A worker implementation for running workflows - used for data gathering for project Thoth.
The worker implementation is an implementation of Selinon's worker - see Selinon and Selinon docs for more info.
To visualize available flows, visually show which storage adapters are used for which flows as well as how tasks are grouped, you can issue the following command that places SVG images into fig/
directory.
.. code-block:
pipenv run selinon-cli -vvv plot --nodes-definition thoth/worker/config/nodes.yaml --flow-definitions thoth/worker/config/flows --output-dir fig
There is assigned a namespace to run thoth-worker and data aggregation part (ping someone from Thoth team on AICoE channel). The main interaction point is an API service.
All workflows are primarily designed to be run in the cluster, but Selinon offers a simple CLI interface to run flows locally.
Please configure AICoE gopass for passwords management (ping somebody on AICoE channel for more info), you can inject your passwords into your environment by running:
eval $(gopass show aicoe/thoth/ceph.sh)
export THOTH_CEPH_BUCKET_PREFIX=data/thoth/$USER/
Please export THOTH_CEPH_BUCKET_PREFIX
with your username as shown above so you do not clash with data used in the cluster - this way you will work with your own copy of data.

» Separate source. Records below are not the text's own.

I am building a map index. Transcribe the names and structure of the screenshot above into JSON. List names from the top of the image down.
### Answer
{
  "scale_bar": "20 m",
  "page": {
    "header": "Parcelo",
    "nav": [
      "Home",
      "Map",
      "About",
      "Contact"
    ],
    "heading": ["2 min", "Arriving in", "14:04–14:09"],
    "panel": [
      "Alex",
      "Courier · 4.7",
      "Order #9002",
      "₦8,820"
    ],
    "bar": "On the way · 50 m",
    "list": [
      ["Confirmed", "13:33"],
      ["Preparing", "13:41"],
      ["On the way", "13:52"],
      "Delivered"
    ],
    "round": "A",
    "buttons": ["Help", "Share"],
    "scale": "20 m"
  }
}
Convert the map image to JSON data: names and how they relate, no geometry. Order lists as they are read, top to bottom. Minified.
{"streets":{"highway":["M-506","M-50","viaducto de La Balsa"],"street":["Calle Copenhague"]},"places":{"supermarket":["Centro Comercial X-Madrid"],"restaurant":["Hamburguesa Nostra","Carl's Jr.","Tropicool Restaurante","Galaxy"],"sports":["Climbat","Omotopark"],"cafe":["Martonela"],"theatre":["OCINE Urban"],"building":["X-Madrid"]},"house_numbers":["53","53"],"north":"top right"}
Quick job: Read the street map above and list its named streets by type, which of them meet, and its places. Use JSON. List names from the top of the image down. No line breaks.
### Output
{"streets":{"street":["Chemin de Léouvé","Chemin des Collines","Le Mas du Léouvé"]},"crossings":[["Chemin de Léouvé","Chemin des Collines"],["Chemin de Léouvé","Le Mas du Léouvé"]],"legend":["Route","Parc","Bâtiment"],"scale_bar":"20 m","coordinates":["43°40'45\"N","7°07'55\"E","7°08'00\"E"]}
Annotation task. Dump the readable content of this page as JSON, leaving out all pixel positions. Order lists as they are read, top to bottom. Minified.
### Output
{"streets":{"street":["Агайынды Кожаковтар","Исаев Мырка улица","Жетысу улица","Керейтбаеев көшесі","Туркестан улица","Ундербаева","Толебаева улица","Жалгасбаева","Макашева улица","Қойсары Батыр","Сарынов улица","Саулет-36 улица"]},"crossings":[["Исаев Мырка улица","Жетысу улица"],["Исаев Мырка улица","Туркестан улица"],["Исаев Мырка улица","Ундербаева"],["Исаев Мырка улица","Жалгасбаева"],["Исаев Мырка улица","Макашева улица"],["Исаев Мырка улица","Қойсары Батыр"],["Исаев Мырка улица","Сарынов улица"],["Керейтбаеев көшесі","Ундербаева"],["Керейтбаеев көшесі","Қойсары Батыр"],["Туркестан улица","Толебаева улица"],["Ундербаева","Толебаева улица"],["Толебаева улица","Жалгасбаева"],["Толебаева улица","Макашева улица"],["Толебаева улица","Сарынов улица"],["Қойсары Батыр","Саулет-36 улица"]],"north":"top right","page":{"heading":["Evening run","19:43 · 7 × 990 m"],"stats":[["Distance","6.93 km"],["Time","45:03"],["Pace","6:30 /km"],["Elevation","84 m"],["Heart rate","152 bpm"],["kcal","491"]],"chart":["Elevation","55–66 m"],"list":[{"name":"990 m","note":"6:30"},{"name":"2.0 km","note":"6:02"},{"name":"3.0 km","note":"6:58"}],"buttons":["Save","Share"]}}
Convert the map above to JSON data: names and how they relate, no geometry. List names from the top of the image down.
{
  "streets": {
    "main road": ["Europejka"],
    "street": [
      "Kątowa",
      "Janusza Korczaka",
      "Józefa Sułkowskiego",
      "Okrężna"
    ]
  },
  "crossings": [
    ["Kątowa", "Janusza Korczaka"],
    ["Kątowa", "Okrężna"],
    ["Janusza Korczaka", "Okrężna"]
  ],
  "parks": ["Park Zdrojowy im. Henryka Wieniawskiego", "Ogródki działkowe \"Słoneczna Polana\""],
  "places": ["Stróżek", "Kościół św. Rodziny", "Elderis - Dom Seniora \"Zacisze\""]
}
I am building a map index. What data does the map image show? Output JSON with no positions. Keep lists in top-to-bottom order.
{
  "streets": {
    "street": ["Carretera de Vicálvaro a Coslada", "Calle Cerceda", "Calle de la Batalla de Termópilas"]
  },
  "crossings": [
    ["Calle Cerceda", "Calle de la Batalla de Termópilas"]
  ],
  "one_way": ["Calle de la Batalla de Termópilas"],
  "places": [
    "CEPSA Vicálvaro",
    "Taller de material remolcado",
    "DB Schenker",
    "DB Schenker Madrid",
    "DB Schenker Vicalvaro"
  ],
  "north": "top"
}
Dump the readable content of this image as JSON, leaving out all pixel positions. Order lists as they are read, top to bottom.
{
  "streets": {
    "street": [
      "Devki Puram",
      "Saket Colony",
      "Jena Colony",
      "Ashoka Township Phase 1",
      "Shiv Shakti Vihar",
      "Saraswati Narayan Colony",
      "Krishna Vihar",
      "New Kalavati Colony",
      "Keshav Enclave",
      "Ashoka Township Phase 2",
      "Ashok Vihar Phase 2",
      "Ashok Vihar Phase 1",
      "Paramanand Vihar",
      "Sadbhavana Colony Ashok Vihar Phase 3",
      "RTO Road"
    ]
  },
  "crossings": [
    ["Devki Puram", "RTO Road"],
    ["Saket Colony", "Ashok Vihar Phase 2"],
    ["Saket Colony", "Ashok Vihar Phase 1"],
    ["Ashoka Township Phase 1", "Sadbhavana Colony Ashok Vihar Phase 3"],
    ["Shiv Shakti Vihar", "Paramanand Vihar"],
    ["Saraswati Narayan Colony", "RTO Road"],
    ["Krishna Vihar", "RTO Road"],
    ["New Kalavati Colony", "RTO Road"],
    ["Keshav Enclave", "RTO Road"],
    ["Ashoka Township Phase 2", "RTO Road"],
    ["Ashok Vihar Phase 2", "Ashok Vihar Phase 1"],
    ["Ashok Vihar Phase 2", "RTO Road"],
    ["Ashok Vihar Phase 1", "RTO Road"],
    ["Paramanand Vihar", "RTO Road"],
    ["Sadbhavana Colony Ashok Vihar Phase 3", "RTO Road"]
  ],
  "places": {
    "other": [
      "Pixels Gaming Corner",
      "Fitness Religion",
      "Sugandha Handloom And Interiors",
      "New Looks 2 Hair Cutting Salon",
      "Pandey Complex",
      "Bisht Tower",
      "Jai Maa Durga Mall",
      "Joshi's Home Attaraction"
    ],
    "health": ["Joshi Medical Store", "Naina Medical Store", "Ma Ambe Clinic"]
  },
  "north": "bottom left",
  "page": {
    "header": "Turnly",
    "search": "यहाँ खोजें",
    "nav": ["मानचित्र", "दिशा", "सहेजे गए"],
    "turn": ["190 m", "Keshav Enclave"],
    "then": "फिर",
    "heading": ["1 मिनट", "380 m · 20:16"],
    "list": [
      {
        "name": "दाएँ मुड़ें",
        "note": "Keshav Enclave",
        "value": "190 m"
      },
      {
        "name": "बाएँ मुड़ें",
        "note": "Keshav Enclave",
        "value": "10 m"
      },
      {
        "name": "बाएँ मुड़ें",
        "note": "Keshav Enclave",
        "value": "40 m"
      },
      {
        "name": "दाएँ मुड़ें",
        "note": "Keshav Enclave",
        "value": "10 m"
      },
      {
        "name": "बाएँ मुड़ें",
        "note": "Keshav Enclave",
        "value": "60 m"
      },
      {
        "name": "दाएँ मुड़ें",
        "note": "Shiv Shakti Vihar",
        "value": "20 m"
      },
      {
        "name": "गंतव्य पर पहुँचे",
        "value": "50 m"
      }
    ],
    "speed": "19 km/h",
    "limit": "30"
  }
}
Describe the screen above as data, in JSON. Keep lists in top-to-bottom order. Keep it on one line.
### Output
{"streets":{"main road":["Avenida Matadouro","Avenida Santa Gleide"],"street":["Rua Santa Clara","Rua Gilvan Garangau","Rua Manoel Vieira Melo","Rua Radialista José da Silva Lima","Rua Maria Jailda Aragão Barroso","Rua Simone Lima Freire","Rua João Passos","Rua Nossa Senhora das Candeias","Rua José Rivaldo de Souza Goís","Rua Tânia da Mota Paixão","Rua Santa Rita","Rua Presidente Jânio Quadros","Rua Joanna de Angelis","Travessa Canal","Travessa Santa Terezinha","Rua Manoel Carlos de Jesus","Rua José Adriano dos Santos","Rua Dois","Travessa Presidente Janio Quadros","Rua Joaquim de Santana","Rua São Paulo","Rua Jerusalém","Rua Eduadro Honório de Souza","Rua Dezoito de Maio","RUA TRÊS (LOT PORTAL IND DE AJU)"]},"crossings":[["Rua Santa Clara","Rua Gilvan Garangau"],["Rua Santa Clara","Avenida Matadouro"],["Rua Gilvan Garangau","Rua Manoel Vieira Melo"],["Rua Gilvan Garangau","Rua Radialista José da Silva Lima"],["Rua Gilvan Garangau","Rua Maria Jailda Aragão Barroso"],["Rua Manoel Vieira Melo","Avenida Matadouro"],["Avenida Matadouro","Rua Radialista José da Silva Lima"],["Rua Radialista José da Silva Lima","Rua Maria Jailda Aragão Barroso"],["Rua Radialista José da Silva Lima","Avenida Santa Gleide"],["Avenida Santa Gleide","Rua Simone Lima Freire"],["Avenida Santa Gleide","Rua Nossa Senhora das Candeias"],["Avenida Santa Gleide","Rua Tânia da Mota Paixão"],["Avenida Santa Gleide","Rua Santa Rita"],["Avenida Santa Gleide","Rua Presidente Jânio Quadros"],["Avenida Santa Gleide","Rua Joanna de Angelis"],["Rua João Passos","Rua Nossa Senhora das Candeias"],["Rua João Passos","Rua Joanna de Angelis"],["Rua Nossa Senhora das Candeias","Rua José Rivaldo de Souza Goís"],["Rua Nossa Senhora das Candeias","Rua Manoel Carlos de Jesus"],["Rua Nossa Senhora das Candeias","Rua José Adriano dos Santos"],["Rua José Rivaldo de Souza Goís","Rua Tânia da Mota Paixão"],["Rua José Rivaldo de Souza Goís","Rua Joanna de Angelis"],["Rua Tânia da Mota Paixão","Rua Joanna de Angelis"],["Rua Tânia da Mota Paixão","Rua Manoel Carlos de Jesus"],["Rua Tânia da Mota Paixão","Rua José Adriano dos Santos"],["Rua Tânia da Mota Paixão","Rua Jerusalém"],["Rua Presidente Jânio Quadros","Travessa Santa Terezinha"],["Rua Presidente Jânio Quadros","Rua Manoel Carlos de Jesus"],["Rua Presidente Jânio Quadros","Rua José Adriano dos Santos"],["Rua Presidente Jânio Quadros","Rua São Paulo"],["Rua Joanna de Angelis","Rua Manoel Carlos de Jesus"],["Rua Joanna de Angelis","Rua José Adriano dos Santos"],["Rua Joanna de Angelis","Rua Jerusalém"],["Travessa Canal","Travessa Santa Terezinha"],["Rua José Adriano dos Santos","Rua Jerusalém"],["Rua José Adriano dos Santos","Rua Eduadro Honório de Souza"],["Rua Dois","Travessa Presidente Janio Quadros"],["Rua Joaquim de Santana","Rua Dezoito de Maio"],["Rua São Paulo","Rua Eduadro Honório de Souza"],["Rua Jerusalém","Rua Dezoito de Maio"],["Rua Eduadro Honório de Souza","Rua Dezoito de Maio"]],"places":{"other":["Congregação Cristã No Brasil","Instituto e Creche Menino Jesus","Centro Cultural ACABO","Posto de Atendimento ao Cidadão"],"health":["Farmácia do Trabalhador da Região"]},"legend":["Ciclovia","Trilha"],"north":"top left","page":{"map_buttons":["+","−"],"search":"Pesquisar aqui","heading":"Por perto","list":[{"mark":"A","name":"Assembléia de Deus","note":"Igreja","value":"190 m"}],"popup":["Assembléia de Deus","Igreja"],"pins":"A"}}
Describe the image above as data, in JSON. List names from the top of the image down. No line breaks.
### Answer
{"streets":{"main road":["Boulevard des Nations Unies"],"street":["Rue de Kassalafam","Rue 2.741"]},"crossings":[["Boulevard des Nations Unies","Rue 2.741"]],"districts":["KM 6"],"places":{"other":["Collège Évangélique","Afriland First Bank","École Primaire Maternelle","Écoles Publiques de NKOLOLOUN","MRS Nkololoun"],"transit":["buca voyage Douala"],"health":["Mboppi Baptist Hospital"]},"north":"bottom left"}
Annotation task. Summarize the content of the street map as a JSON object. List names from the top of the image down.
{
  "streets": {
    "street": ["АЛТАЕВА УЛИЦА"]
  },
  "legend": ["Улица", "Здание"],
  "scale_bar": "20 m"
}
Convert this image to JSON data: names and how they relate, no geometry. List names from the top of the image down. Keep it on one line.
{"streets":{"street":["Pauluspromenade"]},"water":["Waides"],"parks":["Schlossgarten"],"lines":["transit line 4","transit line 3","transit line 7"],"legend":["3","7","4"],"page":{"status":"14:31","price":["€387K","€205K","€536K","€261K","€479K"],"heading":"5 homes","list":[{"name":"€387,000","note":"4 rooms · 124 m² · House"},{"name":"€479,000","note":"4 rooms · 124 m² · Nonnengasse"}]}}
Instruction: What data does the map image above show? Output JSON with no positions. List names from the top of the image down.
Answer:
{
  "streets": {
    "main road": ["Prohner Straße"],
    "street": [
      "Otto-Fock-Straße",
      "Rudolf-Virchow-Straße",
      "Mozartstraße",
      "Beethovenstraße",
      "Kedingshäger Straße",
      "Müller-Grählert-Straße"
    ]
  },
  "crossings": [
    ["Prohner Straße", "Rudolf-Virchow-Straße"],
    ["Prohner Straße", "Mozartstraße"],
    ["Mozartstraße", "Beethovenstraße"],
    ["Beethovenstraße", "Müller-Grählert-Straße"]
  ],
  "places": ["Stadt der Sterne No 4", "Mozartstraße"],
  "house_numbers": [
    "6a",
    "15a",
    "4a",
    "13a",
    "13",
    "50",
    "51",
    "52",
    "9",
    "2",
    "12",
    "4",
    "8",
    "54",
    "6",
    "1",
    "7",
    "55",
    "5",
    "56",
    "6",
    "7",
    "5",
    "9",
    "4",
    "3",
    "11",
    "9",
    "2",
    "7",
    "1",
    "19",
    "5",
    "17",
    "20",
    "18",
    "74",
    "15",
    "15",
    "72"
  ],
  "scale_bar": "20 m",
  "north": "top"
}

Before running flows, install all the requirements:
pipenv install
Now you are able to run Selinon flows, to run keywords gathering flow, issue the following command:
export PYTHONPATH=.
pipenv run selinon-cli -vvv execute --nodes-definition thoth/worker/config/nodes.yaml --flow-definitions thoth/worker/config/flows --flow-name keywords
If you would like to run only some of the tasks in defined flows, feel free to use selective flow runs (see docs for more info):
pipenv run selinon-cli -vvv execute --nodes-definition thoth/worker/config/nodes.yaml --flow-definitions thoth/worker/config/flows --flow-name keywords --selective-task-names StackOverflowKeywordsAggregationTask
To see all the available flows, reach out to flows
section in the thoth/worker/config/nodes.yaml
file. It has a descriptive information with listing of all the available flows and arguments that are requested (you can specify arguments for CLI run via --node-args
, do not forget to use -j
for JSON arguments).
It can be also useful to set --sleep-time
to 0 for selinon-cli, not to wait for scheduler to schedule flows in large flow runs.